(Beginning of Data supplied)
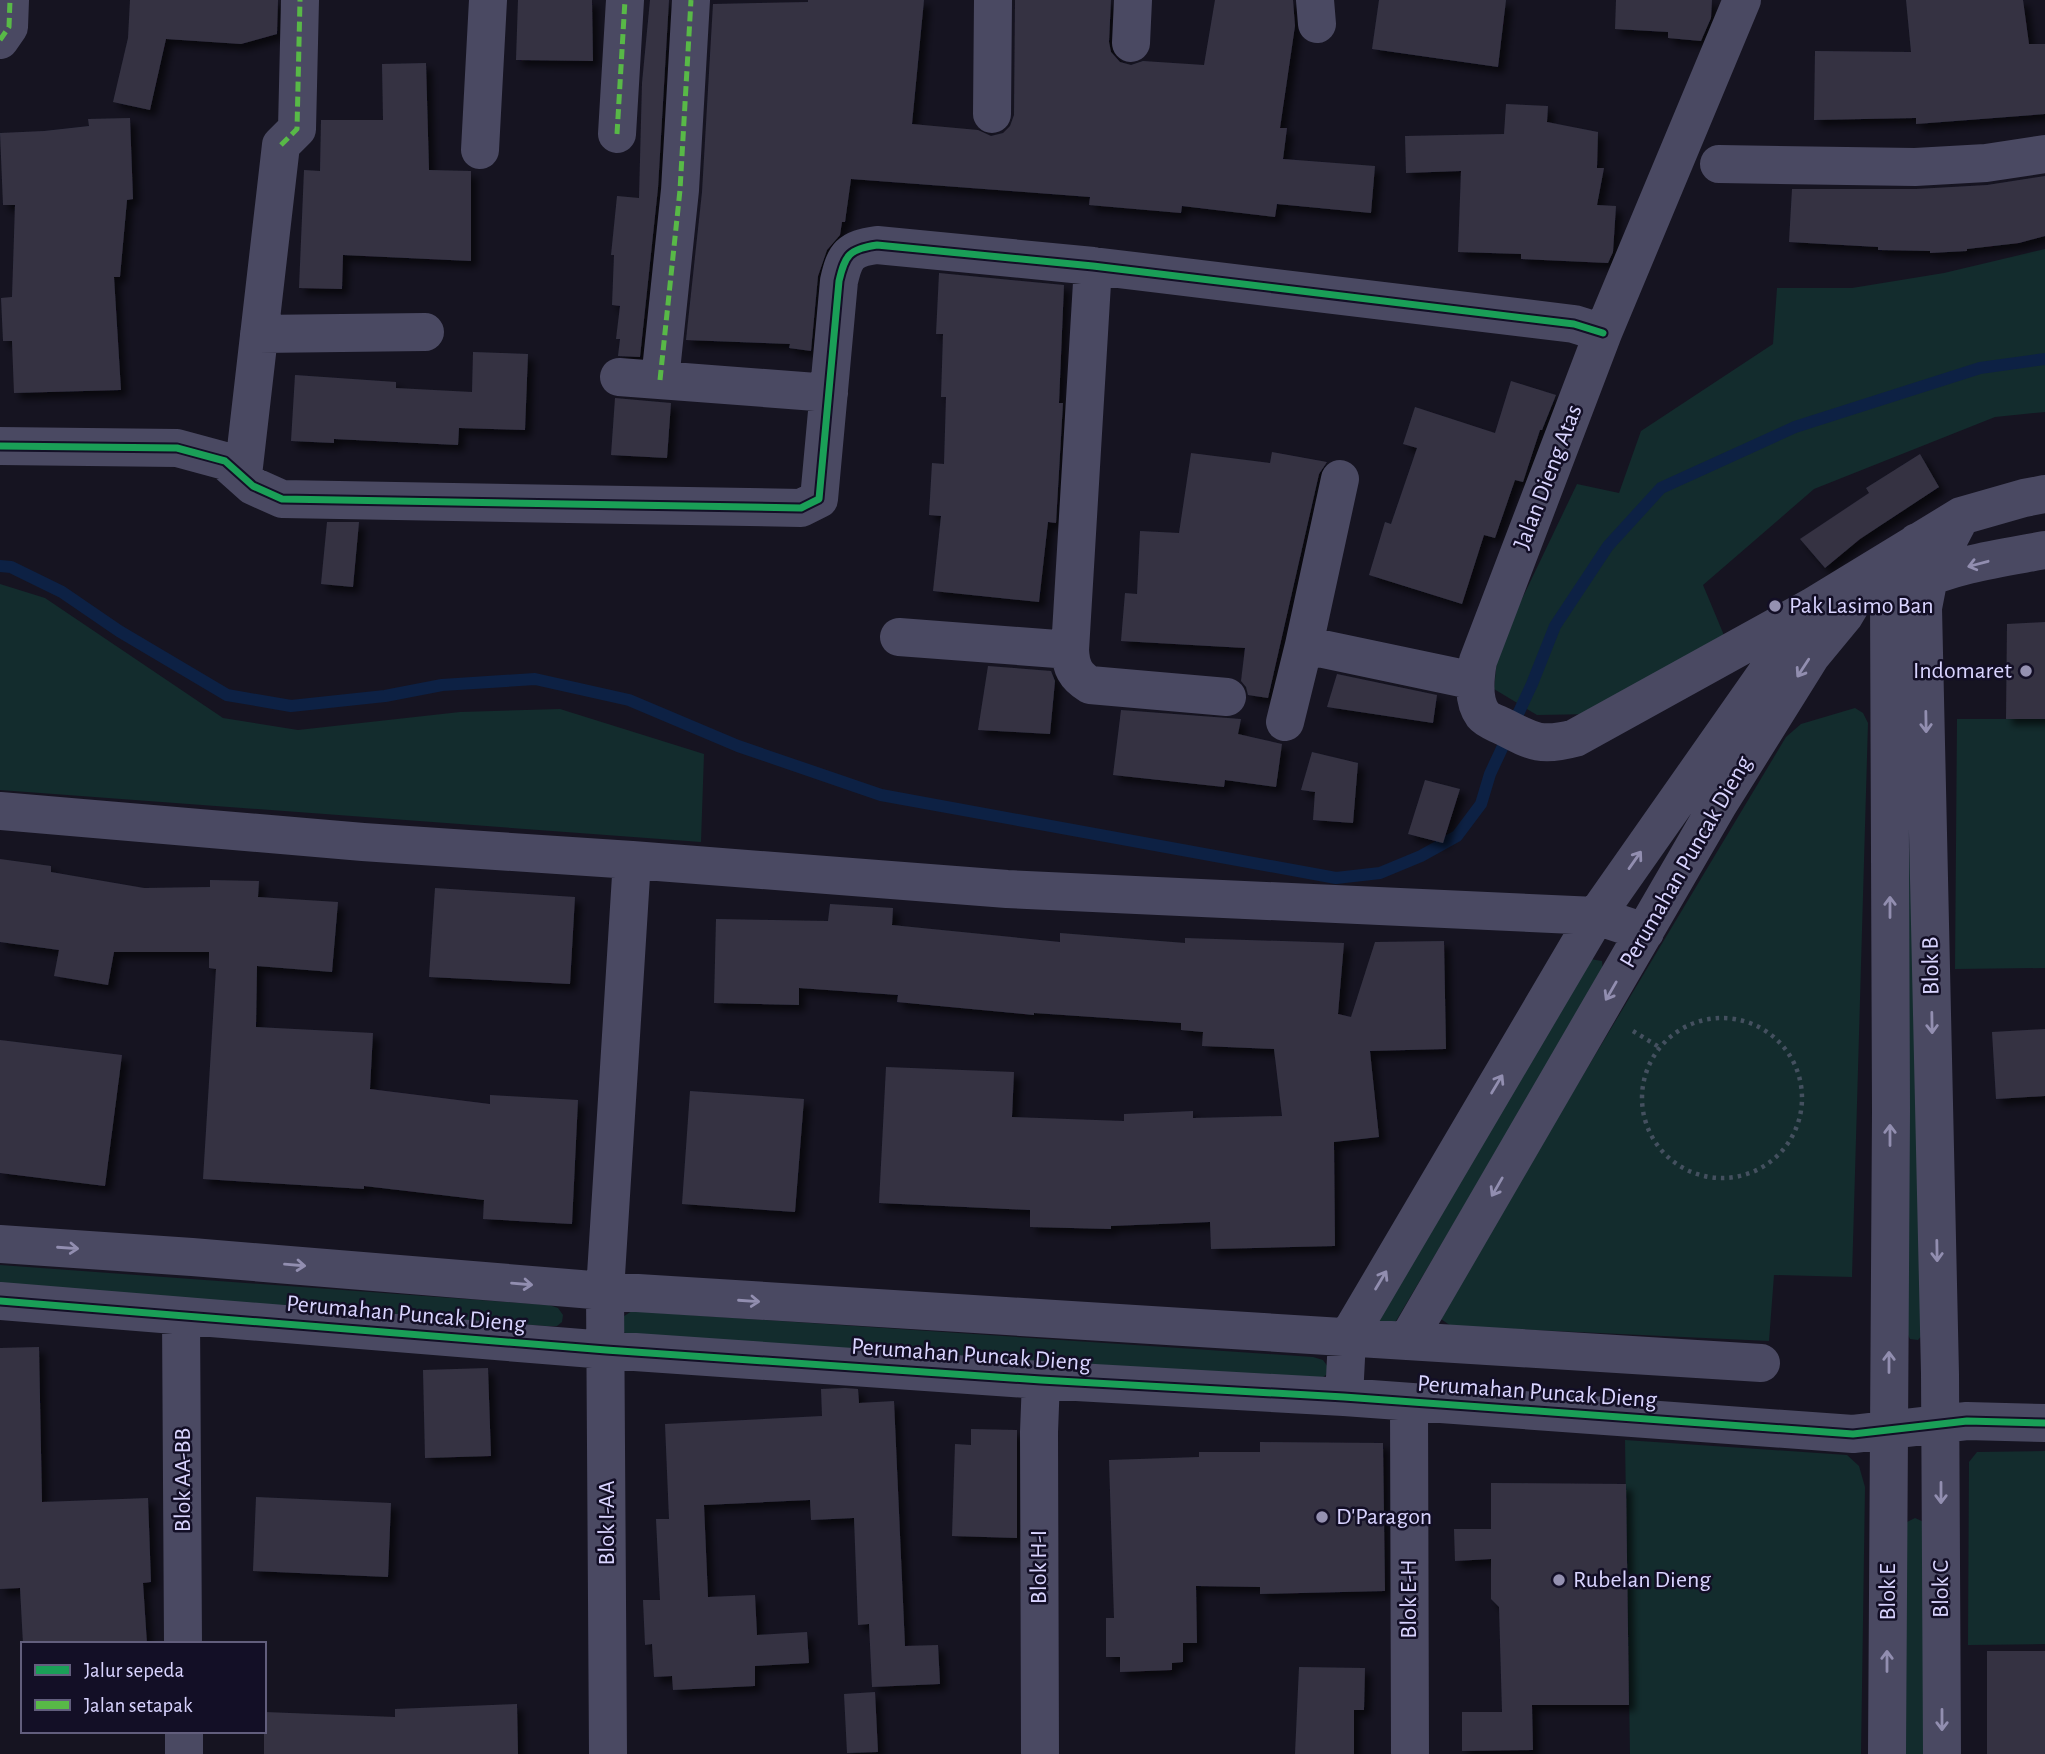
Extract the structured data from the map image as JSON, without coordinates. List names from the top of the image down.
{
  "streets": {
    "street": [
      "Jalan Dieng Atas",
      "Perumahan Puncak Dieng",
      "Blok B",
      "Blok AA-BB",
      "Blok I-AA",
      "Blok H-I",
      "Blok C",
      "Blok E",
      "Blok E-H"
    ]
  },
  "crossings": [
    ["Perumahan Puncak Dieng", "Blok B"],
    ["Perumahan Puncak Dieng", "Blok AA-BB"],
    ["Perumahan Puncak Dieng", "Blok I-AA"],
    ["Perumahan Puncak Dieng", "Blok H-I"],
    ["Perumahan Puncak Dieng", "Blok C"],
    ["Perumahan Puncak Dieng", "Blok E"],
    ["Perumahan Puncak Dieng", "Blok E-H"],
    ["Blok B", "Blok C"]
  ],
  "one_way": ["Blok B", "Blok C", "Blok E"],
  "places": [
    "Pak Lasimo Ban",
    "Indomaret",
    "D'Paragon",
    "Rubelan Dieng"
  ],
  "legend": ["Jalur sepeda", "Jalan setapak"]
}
(End of Data supplied)
### [Exercise]
When you return the listing, keep each line exact and leave the pictures out.

### [Solution for this task]
Extract the structured data from the map image as JSON, without coordinates. List names from the top of the image down.
{
  "streets": {
    "street": [
      "Jalan Dieng Atas",
      "Perumahan Puncak Dieng",
      "Blok B",
      "Blok AA-BB",
      "Blok I-AA",
      "Blok H-I",
      "Blok C",
      "Blok E",
      "Blok E-H"
    ]
  },
  "crossings": [
    ["Perumahan Puncak Dieng", "Blok B"],
    ["Perumahan Puncak Dieng", "Blok AA-BB"],
    ["Perumahan Puncak Dieng", "Blok I-AA"],
    ["Perumahan Puncak Dieng", "Blok H-I"],
    ["Perumahan Puncak Dieng", "Blok C"],
    ["Perumahan Puncak Dieng", "Blok E"],
    ["Perumahan Puncak Dieng", "Blok E-H"],
    ["Blok B", "Blok C"]
  ],
  "one_way": ["Blok B", "Blok C", "Blok E"],
  "places": [
    "Pak Lasimo Ban",
    "Indomaret",
    "D'Paragon",
    "Rubelan Dieng"
  ],
  "legend": ["Jalur sepeda", "Jalan setapak"]
}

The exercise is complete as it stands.